Sunday, July 10, 2011

The awesome Memory Analyzer Tool

After struggling mightily to get the Nexus One rooted (no working fastboot on Mac!), we've finally got to the point where we can start debugging the memory leak that triggered this whole thing. Let's take a look at a really nice link we had come across previously:

http://ttlnews.blogspot.com/2010/01/attacking-memory-problems-on-android.html


You might not run into them that quickly, but when you do, with a bit of bad luck, you've got a lot of work to do.
I've split the memory problems in two parts: out of memory (OOM) problems (this post) and stack overflow problems (a next post).

The maximum heap memory an process (app) gets in Android is 16M. That's not that much, a basic app takes already several MBs after you've only just started it.
So in the LogCat output you see something like when you run out of (heap) memory:


09-12 16:33:43.357: ERROR/dalvikvm-heap(157): 528640-byte external allocation too large for this process.
09-12 16:33:43.357: ERROR/(157): VM won't let us allocate 528640 bytes
09-12 16:33:43.357: DEBUG/AndroidRuntime(157): Shutting down VM
09-12 16:33:43.367: WARN/dalvikvm(157): threadid=3: thread exiting with uncaught exception (group=0x40010e28)
09-12 16:33:43.367: ERROR/AndroidRuntime(157): Uncaught handler: thread main exiting due to uncaught exception
09-12 16:33:43.387: ERROR/AndroidRuntime(157): java.lang.RuntimeException: can't alloc pixels
09-12 16:33:43.387: ERROR/AndroidRuntime(157): at android.graphics.Bitmap.nativeCreate(Native Method)
09-12 16:33:43.387: ERROR/AndroidRuntime(157): at android.graphics.Bitmap.createBitmap(Bitmap.java:343)


Actually, that's not what I had. But, let's keep looking.

With


adb shell procrank


you can get some information about your app's memory usage, but only a very rough idea.

// actually non- the command isn't found.

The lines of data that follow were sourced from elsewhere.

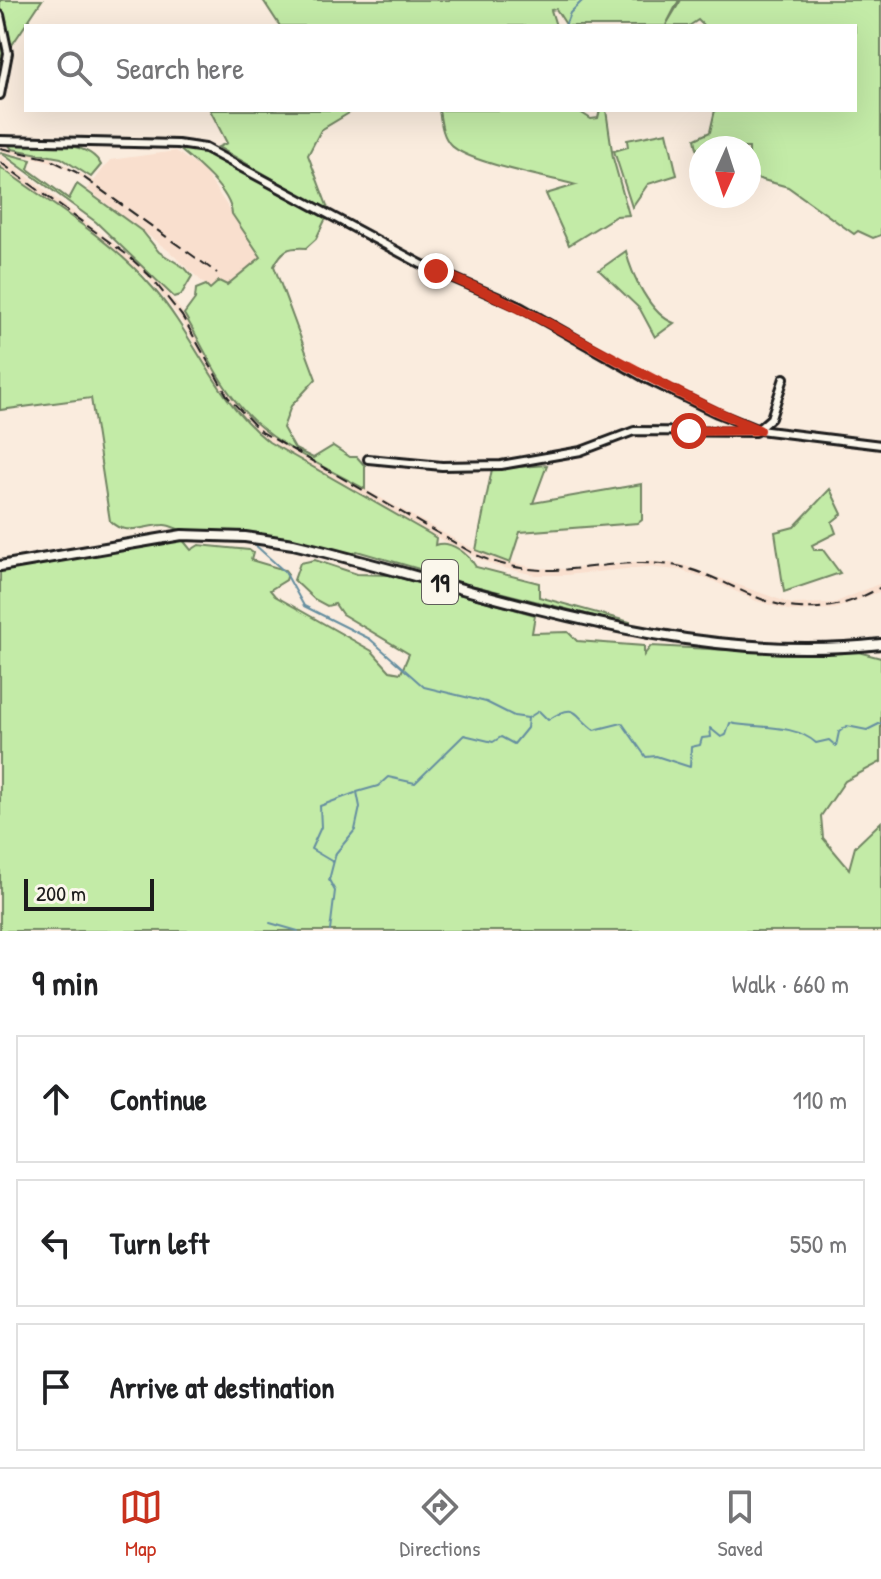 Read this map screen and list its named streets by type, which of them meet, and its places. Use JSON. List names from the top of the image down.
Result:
{
  "streets": {
    "main road": ["19"]
  },
  "scale_bar": "200 m",
  "north": "bottom",
  "page": {
    "search": "Search here",
    "scale": "200 m",
    "heading": ["9 min", "Walk · 660 m"],
    "list": [
      ["Continue", "110 m"],
      ["Turn left", "550 m"],
      "Arrive at destination"
    ],
    "nav": ["Map", "Directions", "Saved"]
  }
}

A bit more specific information you can find by executing


adb shell dumpsys meminfo



** MEMINFO in pid 1417 [com.jlptquiz.app] **
native dalvik other total
size: 6960 6727 N/A 13687
allocated: 6577 3027 N/A 9604
free: 310 3700 N/A 4010
(Pss): 1313 435 6075 7823
(shared dirty): 2188 1776 5296 9260
(priv dirty): 1216 188 4496 5900

Objects
Views: 0 ViewRoots: 0
AppContexts: 0 Activities: 0
Assets: 2 AssetManagers: 2
Local Binders: 8 Proxy Binders: 13
Death Recipients: 1
OpenSSL Sockets: 0

SQL
heap: 0 MEMORY_USED: 0
PAGECACHE_OVERFLOW: 0 MALLOC_SIZE: 50


Asset Allocations
zip:/mnt/asec/com.jlptquiz.app-1/pkg.apk:/resources.arsc: 12K



DDMS also gives some rough info, but only some quite high-level info about objects being freed and allocated.

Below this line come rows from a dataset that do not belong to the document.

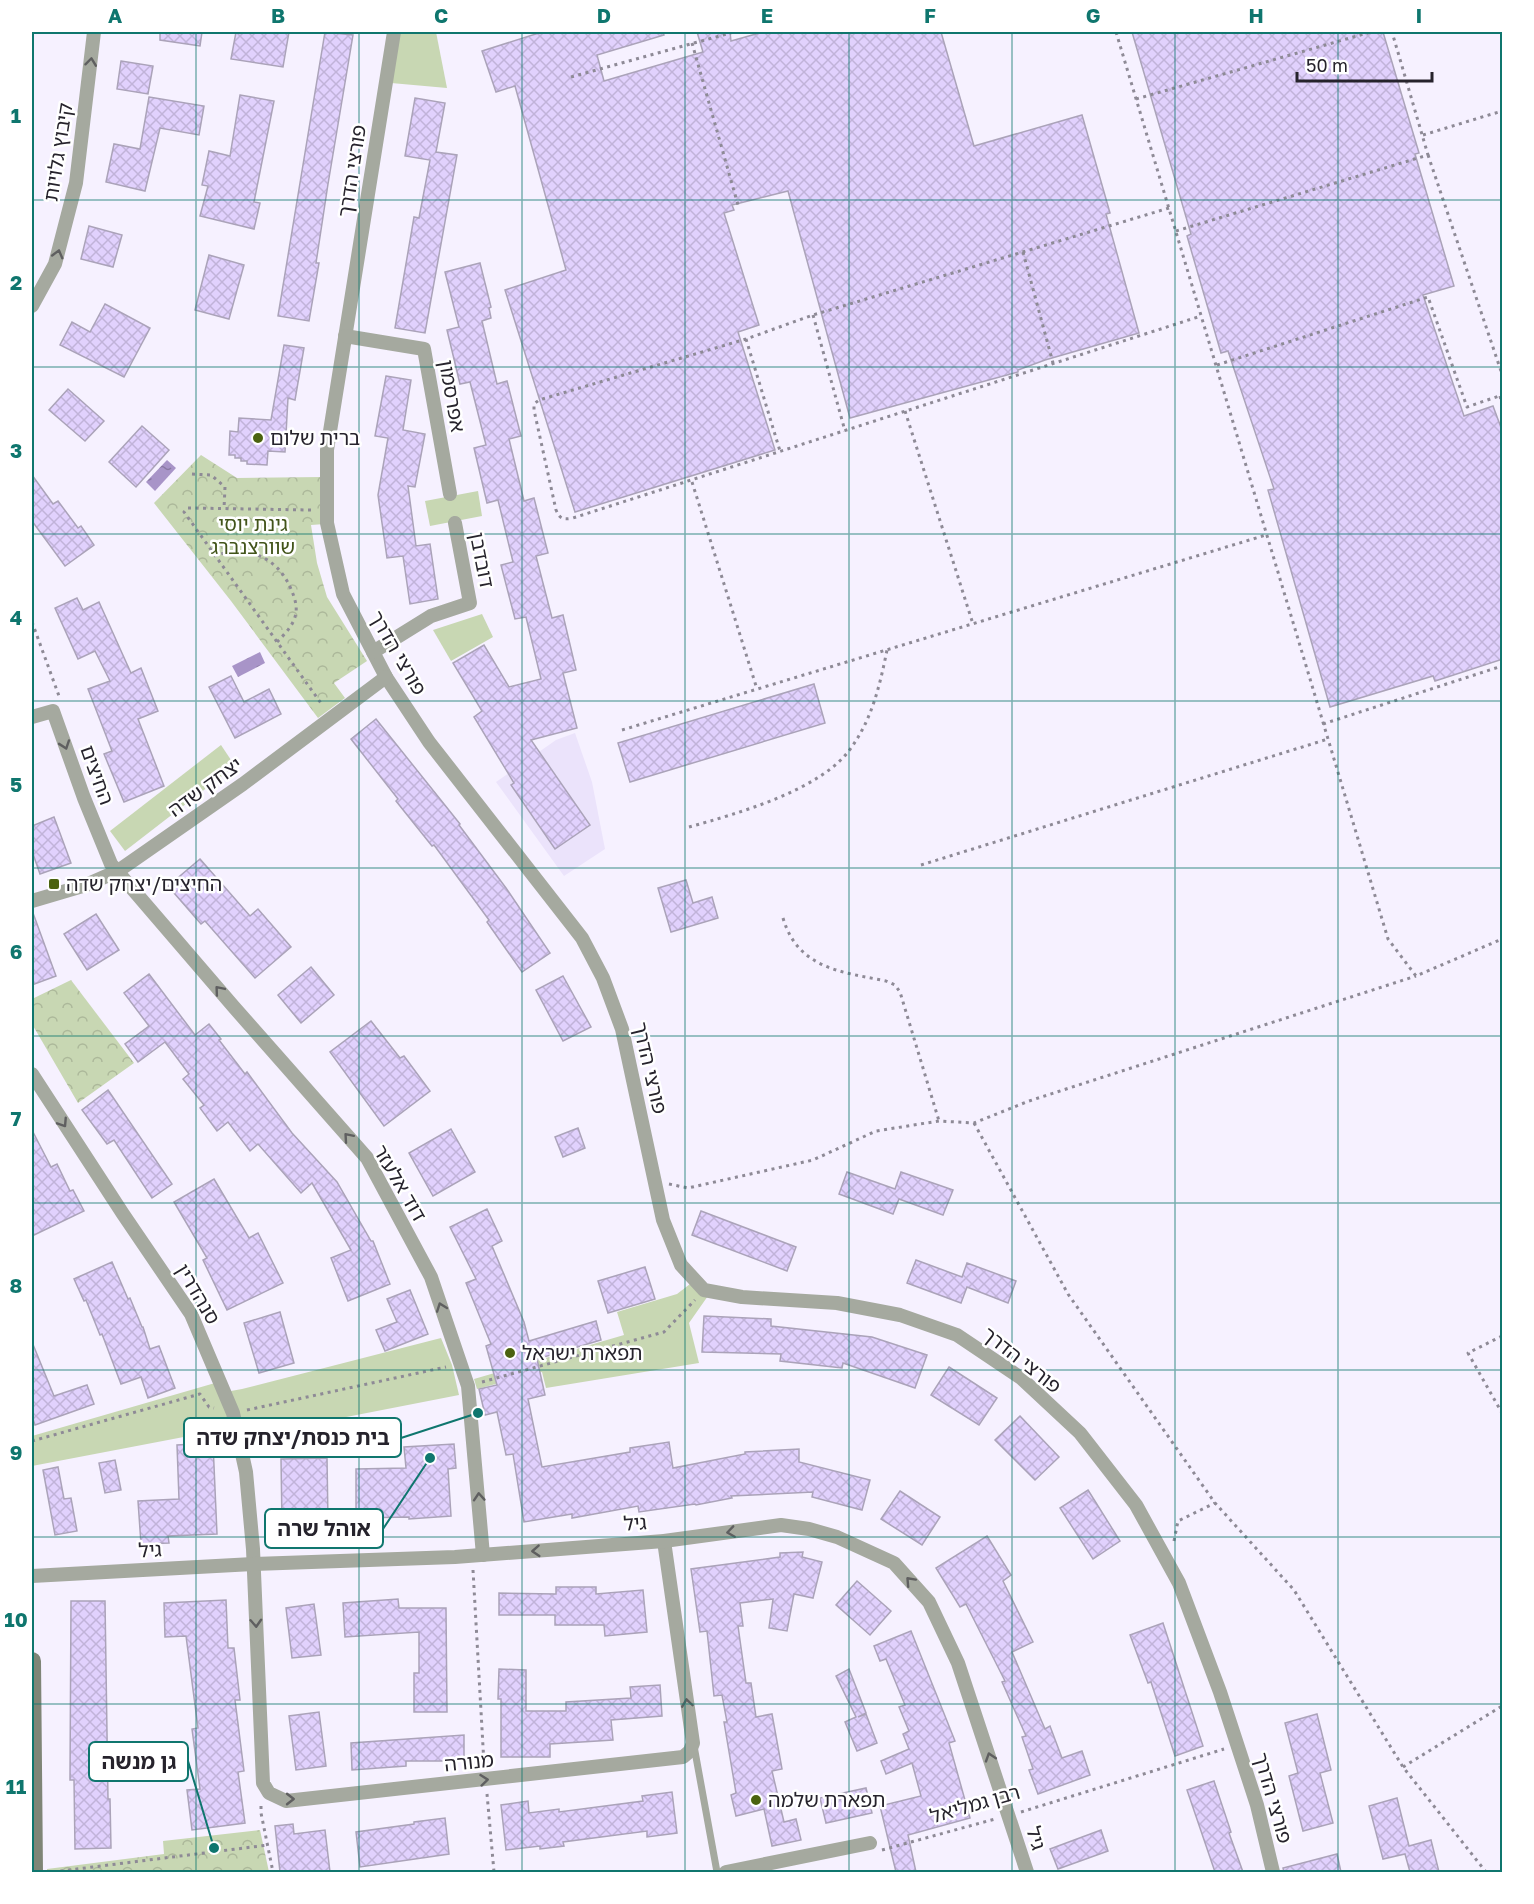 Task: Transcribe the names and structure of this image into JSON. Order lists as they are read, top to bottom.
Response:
{
  "streets": {
    "street": [
      "קיבוץ גלויות",
      "פורצי הדרך",
      "אפרסמון",
      "דובדבן",
      "החיצים",
      "יצחק שדה",
      "דוד אלעזר",
      "סנהדרין",
      "גיל",
      "מנורה"
    ],
    "path": ["רבן גמליאל"]
  },
  "crossings": [
    ["פורצי הדרך", "אפרסמון"],
    ["פורצי הדרך", "דובדבן"],
    ["פורצי הדרך", "יצחק שדה"],
    ["פורצי הדרך", "רבן גמליאל"],
    ["החיצים", "יצחק שדה"],
    ["החיצים", "דוד אלעזר"],
    ["יצחק שדה", "דוד אלעזר"],
    ["דוד אלעזר", "גיל"],
    ["סנהדרין", "גיל"],
    ["גיל", "רבן גמליאל"]
  ],
  "one_way": [
    "קיבוץ גלויות",
    "החיצים",
    "דוד אלעזר",
    "סנהדרין",
    "גיל",
    "מנורה"
  ],
  "parks": ["גינת יוסי שוורצנברג"],
  "places": {
    "other": [
      "ברית שלום",
      "תפארת ישראל",
      "בית כנסת/יצחק שדה",
      "אוהל שרה",
      "תפארת שלמה",
      "גן מנשה"
    ],
    "transit": ["החיצים/יצחק שדה"]
  },
  "scale_bar": "50 m",
  "grid": {
    "columns": [
      "A",
      "B",
      "C",
      "D",
      "E",
      "F",
      "G",
      "H",
      "I"
    ],
    "rows": [
      "1",
      "2",
      "3",
      "4",
      "5",
      "6",
      "7",
      "8",
      "9",
      "10",
      "11"
    ]
  }
}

// Ouch. DDMS not found either.

So still not enough info to really figure out what's going on: you'll see the memory usage will go over the 16MB limit at some point, at which the JVM will start complaining in the LogCat output it can't allocate the requested memorory.
But that you already knew :)

So you need something more detailed about what is when allocated and GC'ed. This is where the Eclipse Memory Analyzer Tool (MAT) comes into play.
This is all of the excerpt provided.